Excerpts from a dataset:
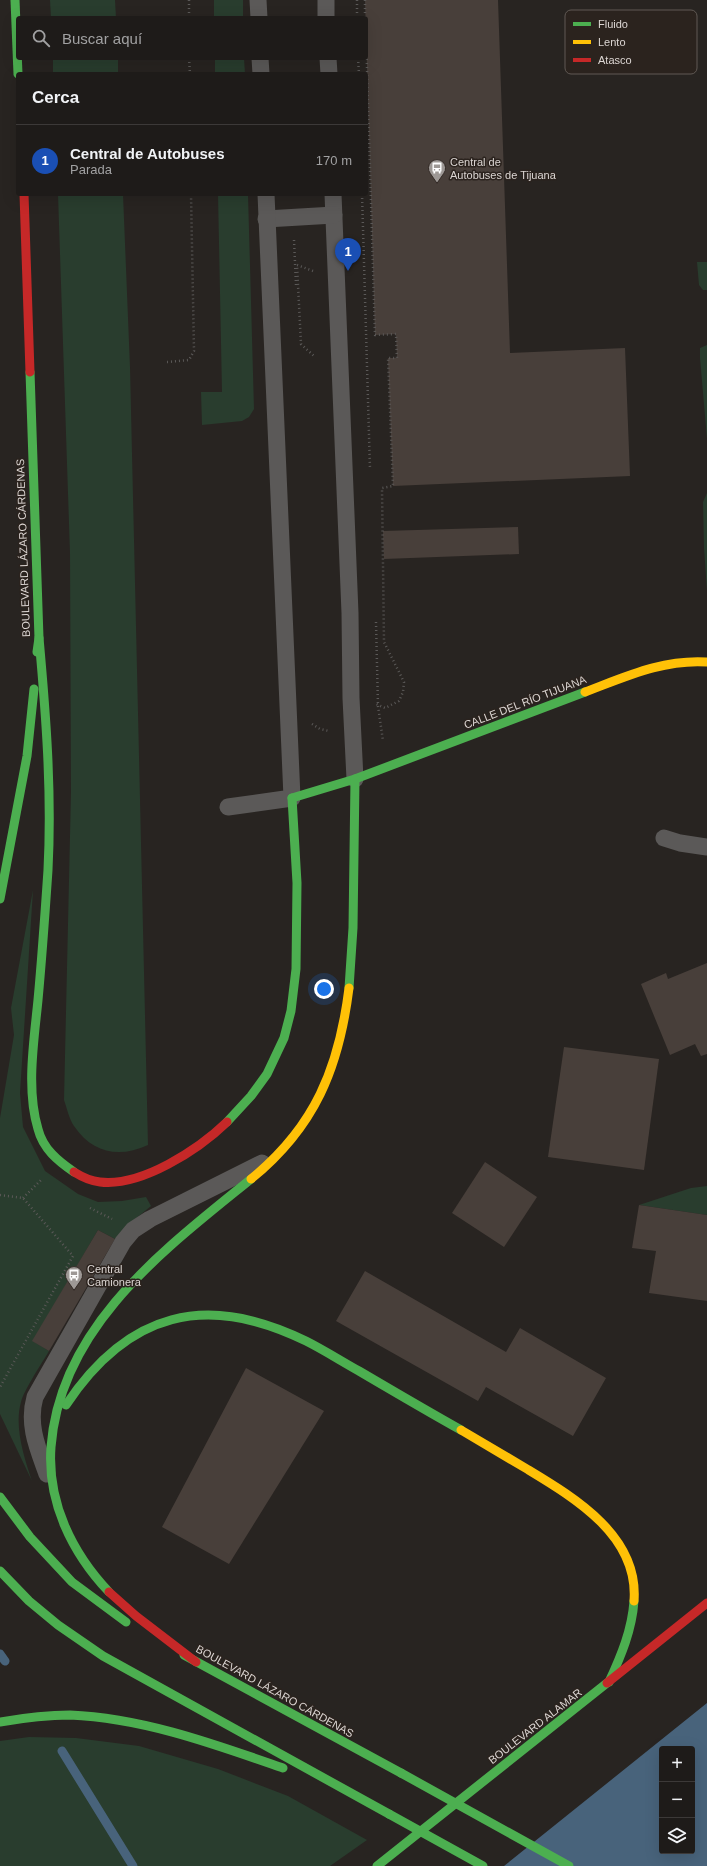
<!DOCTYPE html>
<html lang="es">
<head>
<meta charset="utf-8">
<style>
	:root { --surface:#1e1b19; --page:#2b2826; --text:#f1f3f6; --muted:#a1a1a2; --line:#3c3938; --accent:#9d9895 }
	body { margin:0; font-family:Helvetica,sans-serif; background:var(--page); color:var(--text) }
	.controls { position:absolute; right:12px; bottom:12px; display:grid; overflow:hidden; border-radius:4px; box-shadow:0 4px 16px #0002 }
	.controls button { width:36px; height:36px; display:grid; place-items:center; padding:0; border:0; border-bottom:1px solid var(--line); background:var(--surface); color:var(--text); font:20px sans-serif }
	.you { position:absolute; left:324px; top:989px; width:14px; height:14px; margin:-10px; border:3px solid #fff; border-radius:50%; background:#1a73e8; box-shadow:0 0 0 6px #1a73e833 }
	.badge { display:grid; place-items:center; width:26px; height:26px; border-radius:50%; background:var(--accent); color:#fff; font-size:13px; font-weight:700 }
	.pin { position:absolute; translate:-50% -33px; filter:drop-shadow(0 1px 2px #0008) }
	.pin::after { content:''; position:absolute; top:21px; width:14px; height:12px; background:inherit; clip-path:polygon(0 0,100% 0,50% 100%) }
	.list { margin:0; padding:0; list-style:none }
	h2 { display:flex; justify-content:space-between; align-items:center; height:52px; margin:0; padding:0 16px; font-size:17px }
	h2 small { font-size:13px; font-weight:400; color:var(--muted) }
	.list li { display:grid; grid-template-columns:26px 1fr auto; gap:12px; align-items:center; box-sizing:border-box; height:72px; padding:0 16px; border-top:1px solid var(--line) }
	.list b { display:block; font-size:15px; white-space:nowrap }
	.list p { margin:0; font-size:13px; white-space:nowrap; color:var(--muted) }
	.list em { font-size:13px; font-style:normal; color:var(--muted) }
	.icon { flex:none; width:22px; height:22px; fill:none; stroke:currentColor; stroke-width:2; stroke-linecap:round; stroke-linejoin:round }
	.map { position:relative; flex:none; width:707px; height:1866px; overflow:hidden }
	.search { position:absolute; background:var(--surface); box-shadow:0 4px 16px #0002; left:16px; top:16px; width:352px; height:44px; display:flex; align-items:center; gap:10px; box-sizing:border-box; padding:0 14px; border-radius:4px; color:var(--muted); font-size:15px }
	.panel { position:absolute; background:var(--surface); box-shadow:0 4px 16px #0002; left:16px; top:72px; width:352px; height:124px; border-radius:4px }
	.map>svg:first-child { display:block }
	.green { fill:#293d2e }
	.water { fill:#48637b; fill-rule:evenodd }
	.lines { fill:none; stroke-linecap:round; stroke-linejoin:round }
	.stream { stroke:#48637b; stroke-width:9 }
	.building { fill:#483f3a }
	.path { stroke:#5b5958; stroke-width:2.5; stroke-dasharray:1 3; stroke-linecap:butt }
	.lane { stroke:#5b5958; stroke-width:17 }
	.fast { stroke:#4caf50; stroke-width:9 }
	.slow { stroke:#ffc107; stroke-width:9 }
	.jam { stroke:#c62828; stroke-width:9 }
	.fast-bridge { stroke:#4caf50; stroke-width:9 }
	.labels { text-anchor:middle; stroke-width:3; stroke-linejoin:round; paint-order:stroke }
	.poi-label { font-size:11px; fill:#dcd6d3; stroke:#2b231e; text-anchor:start }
	.street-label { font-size:11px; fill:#dcd6d3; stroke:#2b231e }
	.key { fill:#2b231e; stroke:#605954; stroke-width:1 }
	.key-label { font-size:11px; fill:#dcd6d3 }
</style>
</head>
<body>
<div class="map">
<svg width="707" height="1866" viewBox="0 0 707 1866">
	<rect width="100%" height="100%" fill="#282421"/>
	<g class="green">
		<polygon points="50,0 115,0 116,18 51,18"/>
		<rect x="214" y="0" width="29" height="18"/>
		<rect x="53" y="58" width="65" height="16"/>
		<polygon points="215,58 244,58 245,74 215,74"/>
		<path d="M 58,194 L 123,194 L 130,367 L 148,1145 C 120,1158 93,1154 74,1126 C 69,1119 67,1108 64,1100 L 71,792 L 70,553 Z"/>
		<polygon points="218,194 248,194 254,409 249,417 242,421 202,425 201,392 222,392"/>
		<polygon points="697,262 707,262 707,290 703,290 699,285"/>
		<polygon points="707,345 707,439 700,358 700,348"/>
		<polygon points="707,493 707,591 704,548 703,502"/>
		<path d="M 33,890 L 20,1093 L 23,1127 L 45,1171 L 78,1194 L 98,1202 L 122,1201 L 146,1197 L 151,1206 L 129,1224 L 115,1239 L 98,1230 L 33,1341 L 49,1351 C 42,1363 24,1390 21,1402 C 14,1427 24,1457 32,1481 L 0,1414 L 0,1118 L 14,1035 L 11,1008 Z"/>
		<polygon points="707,1186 707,1215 639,1205 691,1188"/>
		<polygon points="29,1737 76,1738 139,1746 218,1769 288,1796 367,1840 330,1866 0,1866 0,1741"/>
	</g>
	<path class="water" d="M 707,1703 L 707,1866 L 504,1866 ZM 662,1749 L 692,1749 L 692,1851 L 662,1851 Z"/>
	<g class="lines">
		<g class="stream">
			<polyline points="0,1654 5,1661"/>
			<polyline points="62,1751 133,1866"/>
		</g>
	</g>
	<g class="building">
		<polygon points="365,0 498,0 510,353 625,348 630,476 393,486 388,358 397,358 396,334 375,335"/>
		<polygon points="518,527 519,554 384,559 383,531"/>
		<polygon points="707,963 707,1054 701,1056 695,1044 670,1055 641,984 666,973 668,979"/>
		<polygon points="564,1047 659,1059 644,1170 548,1157"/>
		<polygon points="485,1162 537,1197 504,1247 452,1213"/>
		<polygon points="639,1205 707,1215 707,1301 649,1293 656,1251 632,1248"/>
		<polygon points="98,1230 115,1239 49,1351 32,1341"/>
		<polygon points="365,1271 506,1352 520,1328 606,1378 573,1436 486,1387 478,1401 336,1321"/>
		<polygon points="246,1368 324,1411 229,1564 162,1527"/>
	</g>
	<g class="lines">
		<g class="path">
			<polyline points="189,0 189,18"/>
			<polyline points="357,0 357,18"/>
			<polyline points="365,0 365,18"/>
			<polyline points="366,35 375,335 396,334 397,358 388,358 393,486 382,488 384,642 404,682 403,692 399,701 385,708 374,703"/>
			<polyline points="189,58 190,74"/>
			<polyline points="358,58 359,74"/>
			<polyline points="362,194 370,469"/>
			<polyline points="294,240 296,285"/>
			<polyline points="313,271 297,265 301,344 315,357"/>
			<polyline points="167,362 189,360 194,351 191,194"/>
			<polyline points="376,622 378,706 383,741"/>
			<polyline points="312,724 320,729 329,731"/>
			<polyline points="0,1195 23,1198 73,1256 0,1387"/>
			<polyline points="23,1198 41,1180"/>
			<polyline points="90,1208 112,1219"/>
		</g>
		<g class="lane">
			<polyline points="258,0 259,18"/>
			<polyline points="326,0 326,18"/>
			<polyline points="260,58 261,74"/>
			<polyline points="328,58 329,74"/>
			<polyline points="333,194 350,613 351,698 355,779"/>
			<polyline points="266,219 334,215"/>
			<polyline points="228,807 292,798 266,194"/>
			<polyline points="664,838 680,843 707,847"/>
			<path d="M 47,1474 C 38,1449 27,1425 35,1397 L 123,1242 L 133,1230 L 150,1219 L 262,1163"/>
		</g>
		<g class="fast">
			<polyline points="15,0 18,74"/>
			<polyline points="30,372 39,638 37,652"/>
			<path d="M 39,638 C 46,716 52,792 48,870 C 45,914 42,957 38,1000 C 34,1041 26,1089 38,1129 C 43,1149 58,1161 74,1172"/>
			<polyline points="292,798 355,779 585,692"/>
			<polyline points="0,899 27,756 34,689"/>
			<polyline points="349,988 353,928 355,779"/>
			<polyline points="227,1122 251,1096 267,1074 284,1038 291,1011 296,969 297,883 292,798"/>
			<path d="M 66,1405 C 128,1312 206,1292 306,1341 C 324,1350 341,1361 359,1371 C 393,1391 427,1411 461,1430"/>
			<polyline points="0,1497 30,1537 72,1582 126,1622"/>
			<polyline points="0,1571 29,1601 58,1625 103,1656 389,1814"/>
			<path d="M 109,1592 C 72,1553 47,1502 51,1447 C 60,1326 165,1249 251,1179"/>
			<polyline points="184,1655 401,1773"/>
			<path d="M 609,1682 C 621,1656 632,1630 634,1601"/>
			<path d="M 0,1722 C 23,1718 46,1715 70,1715 C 143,1718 214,1744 283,1768"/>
			<polyline points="377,1866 607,1683"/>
		</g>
		<g class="slow">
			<path d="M 585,692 C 625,677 663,659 707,662"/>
			<path d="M 251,1179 C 315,1127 339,1068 349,988"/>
			<path d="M 461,1430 C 483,1443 505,1456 527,1469 C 575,1498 639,1536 634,1601"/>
		</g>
		<g class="jam">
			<polyline points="24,194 30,372"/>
			<path d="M 74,1172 C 82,1177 90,1181 100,1182 C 141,1187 198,1150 227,1122"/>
			<polyline points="109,1592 136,1616 196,1662"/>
			<polyline points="607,1683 707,1603"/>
		</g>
		<g class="fast-bridge">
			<polyline points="401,1773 569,1866"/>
			<polyline points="389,1814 483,1866"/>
		</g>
	</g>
	<defs>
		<g id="bus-pin" transform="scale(0.9)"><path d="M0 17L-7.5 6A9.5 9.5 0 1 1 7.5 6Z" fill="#9d9895" stroke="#2b231e"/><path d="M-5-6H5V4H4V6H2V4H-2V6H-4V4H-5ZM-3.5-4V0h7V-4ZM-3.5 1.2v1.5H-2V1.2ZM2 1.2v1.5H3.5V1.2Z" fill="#fff"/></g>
	</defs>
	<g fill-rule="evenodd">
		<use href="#bus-pin" x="437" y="168"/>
		<use href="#bus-pin" x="74" y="1275"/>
	</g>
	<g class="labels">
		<g class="poi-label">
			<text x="450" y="166">Central de<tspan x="450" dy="13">Autobuses de Tijuana</tspan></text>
			<text x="87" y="1273">Central<tspan x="87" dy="13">Camionera</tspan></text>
		</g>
		<g class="street-label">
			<text transform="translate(23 548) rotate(-92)" y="4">BOULEVARD LÁZARO CÁRDENAS</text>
			<text transform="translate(525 702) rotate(-21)" y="4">CALLE DEL RÍO TIJUANA</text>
			<text transform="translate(275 1691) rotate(29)" y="4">BOULEVARD LÁZARO CÁRDENAS</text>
			<text transform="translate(535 1726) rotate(-38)" y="4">BOULEVARD ALAMAR</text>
		</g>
	</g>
	<rect x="565" y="10" width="132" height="64" rx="6" class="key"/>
	<rect x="573" y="22" width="18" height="4" fill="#4caf50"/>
	<rect x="573" y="40" width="18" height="4" fill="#ffc107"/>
	<rect x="573" y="58" width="18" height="4" fill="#c62828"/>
	<g class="key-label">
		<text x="598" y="28">Fluido</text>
		<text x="598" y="46">Lento</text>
		<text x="598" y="64">Atasco</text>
	</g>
</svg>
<div class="controls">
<button>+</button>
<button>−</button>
<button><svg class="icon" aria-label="layers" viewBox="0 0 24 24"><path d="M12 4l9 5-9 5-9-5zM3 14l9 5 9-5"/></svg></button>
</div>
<div class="you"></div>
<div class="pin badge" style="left:348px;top:271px;background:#1a4fb4">1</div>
<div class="search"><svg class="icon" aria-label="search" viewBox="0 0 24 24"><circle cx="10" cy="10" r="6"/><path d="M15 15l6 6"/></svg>Buscar aquí</div>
<section class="panel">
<h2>Cerca<small></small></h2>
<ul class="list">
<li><span class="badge" style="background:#1a4fb4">1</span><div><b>Central de Autobuses</b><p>Parada</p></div><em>170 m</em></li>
</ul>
</section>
</div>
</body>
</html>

** Exercise prompt **
Write out exactly and only the lines that run from the start of the data above through the line containing "position:absolute; right:12px; bottom:12px;", leaving the pictures out.

** Answer to this problem **
<!DOCTYPE html>
<html lang="es">
<head>
<meta charset="utf-8">
<style>
	:root { --surface:#1e1b19; --page:#2b2826; --text:#f1f3f6; --muted:#a1a1a2; --line:#3c3938; --accent:#9d9895 }
	body { margin:0; font-family:Helvetica,sans-serif; background:var(--page); color:var(--text) }
	.controls { position:absolute; right:12px; bottom:12px; display:grid; overflow:hidden; border-radius:4px; box-shadow:0 4px 16px #0002 }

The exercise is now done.